Georgetown Library History
When the Georgetown branch of the DC Public Library opened at 3260 R St. NW in October 1935, the press heralded it as "the pride of the community." The library, built on the former site of the Georgetown Reservoir, was designed by D.C. Municipal Architect Nathan C. Wyeth and funded by $150,000 included in the District's Appropriation Act of 1935. Georgetown's Peabody Room, housed on the second floor, is the only separate collection on local history in a neighborhood library. The library is located within the Georgetown National Register Historic District designated in 1967.

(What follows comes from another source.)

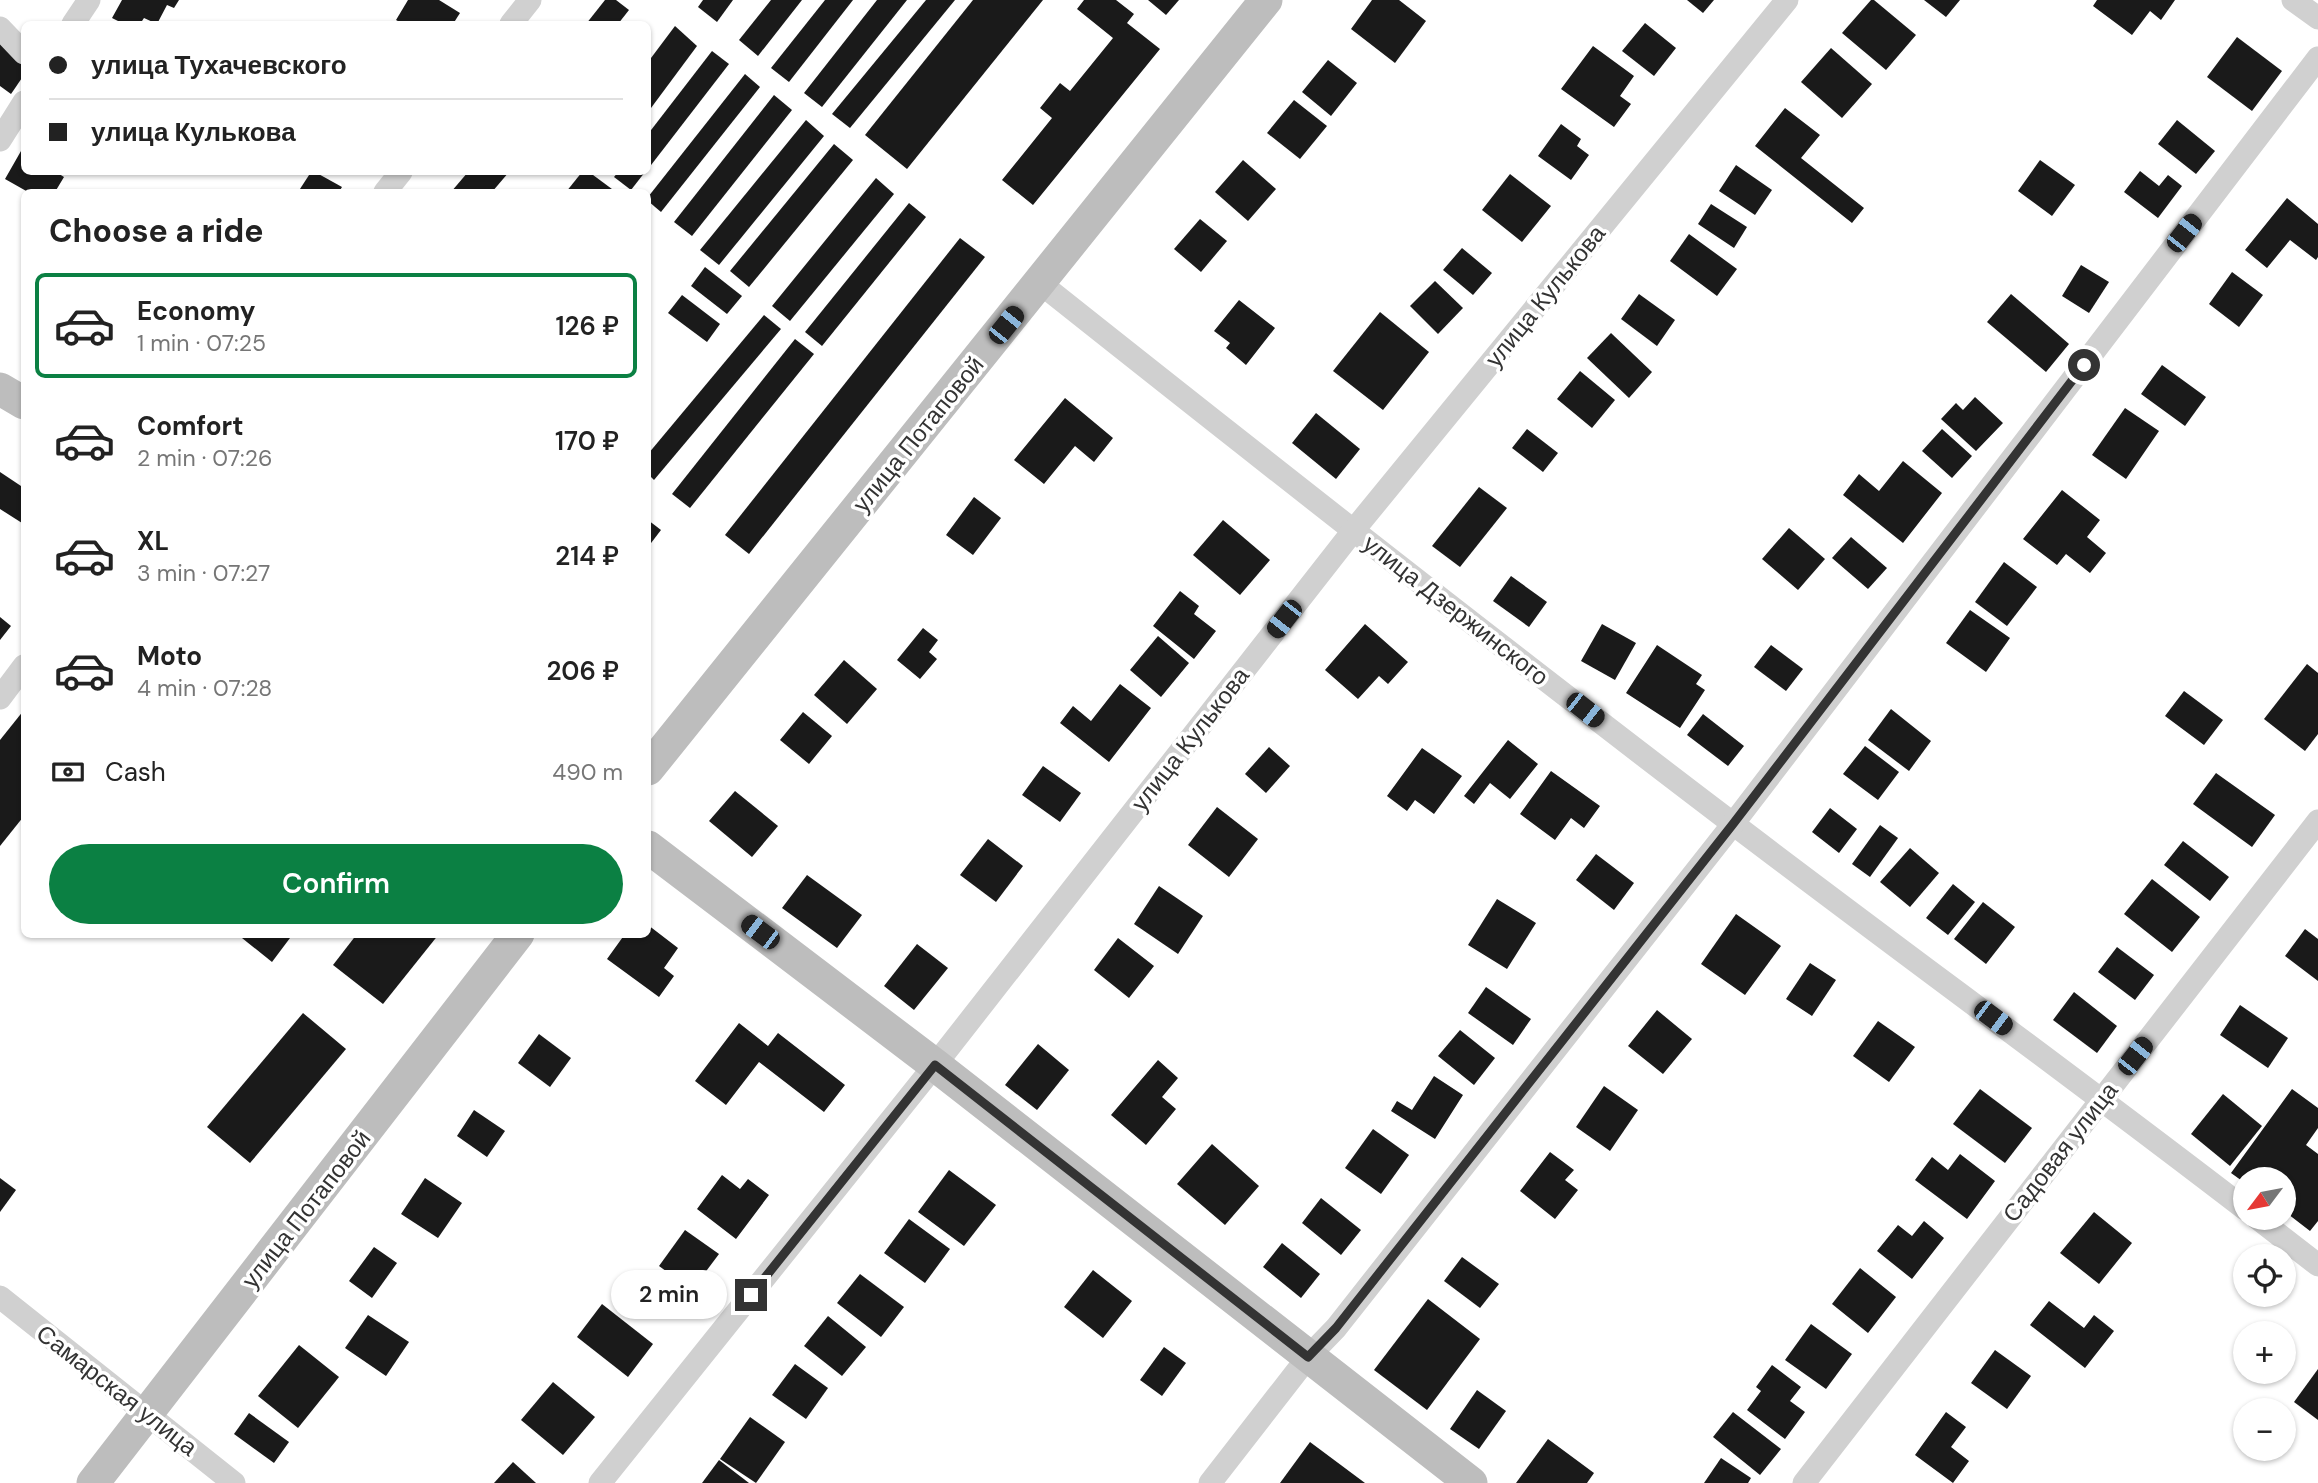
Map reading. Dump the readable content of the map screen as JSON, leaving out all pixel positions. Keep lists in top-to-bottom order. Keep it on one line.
{"streets":{"main road":["улица Потаповой"],"street":["улица Кулькова","улица Дзержинского","Садовая улица","Самарская улица"]},"crossings":[["улица Кулькова","улица Дзержинского"],["улица Потаповой","улица Дзержинского"],["улица Потаповой","Самарская улица"],["улица Дзержинского","Садовая улица"]],"north":"bottom left","page":{"banner":["улица Тухачевского","улица Кулькова"],"heading":"Choose a ride","list":[{"name":"Economy","note":"1 min · 07:25","value":"126 ₽"},{"name":"Comfort","note":"2 min · 07:26","value":"170 ₽"},{"name":"XL","note":"3 min · 07:27","value":"214 ₽"},{"name":"Moto","note":"4 min · 07:28","value":"206 ₽"}],"pay":["Cash","490 m"],"buttons":"Confirm","map_buttons":["+","−"],"bubble":"2 min"}}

In 1867, George Peabody, a wealthy merchant and financier who got his start in the District, established a fund for the purpose of building a library in Georgetown. Peabody expressed his wish to donate a gift to residents in a declaration to his selected Board of Trustees:
"Gentlemen: As most of you are aware, I am, and have been for some time, desirous of making some gift which would be productive of some benefit to the Citizens of Georgetown, in the District of Columbia, where I commenced business for myself in my early youth. I am persuaded that I can not better do so than by endeavoring to assist them in their own endeavors to cultivate a healthful, moral, and intellectual progress; and therefore give, gentlemen, the sum of fifteen thousand dollars to be, by you and your successors, held in trust as a fund for a public library, to be established in the city of Georgetown."
The library was not established, however, until after Peabody's death. The Board of Trustees of the Peabody Library Association, headed by W.W. Corcoran, invested the money donated by Peabody. It continued to accumulate until 1872, when the board of trustees of the D.C. Public Schools offered a room in the new Curtis School on O Street opposite St. John's Church. The offer of this rent-free space was accepted by the board, and arrangements were made to furnish the space with books and furniture.
The Peabody Library opened to the public in March 1875. But by the early 1930s, Georgetown had outgrown the Peabody Library. Lead by Dorsey Hyde, secretary of the Washington Chamber of Commerce, a library committee and various citizens' associations set out to establish a new public library branch in Georgetown.
A home of their ownAn article dated March 1935 in The Journal of the Education Association praised the site of the new Georgetown branch atop the crest of a hill, stating that its site "...is symbolic of the high purpose of the Public Library as the institution which keeps alight the lamp of learning after formal educational agencies have completed their task."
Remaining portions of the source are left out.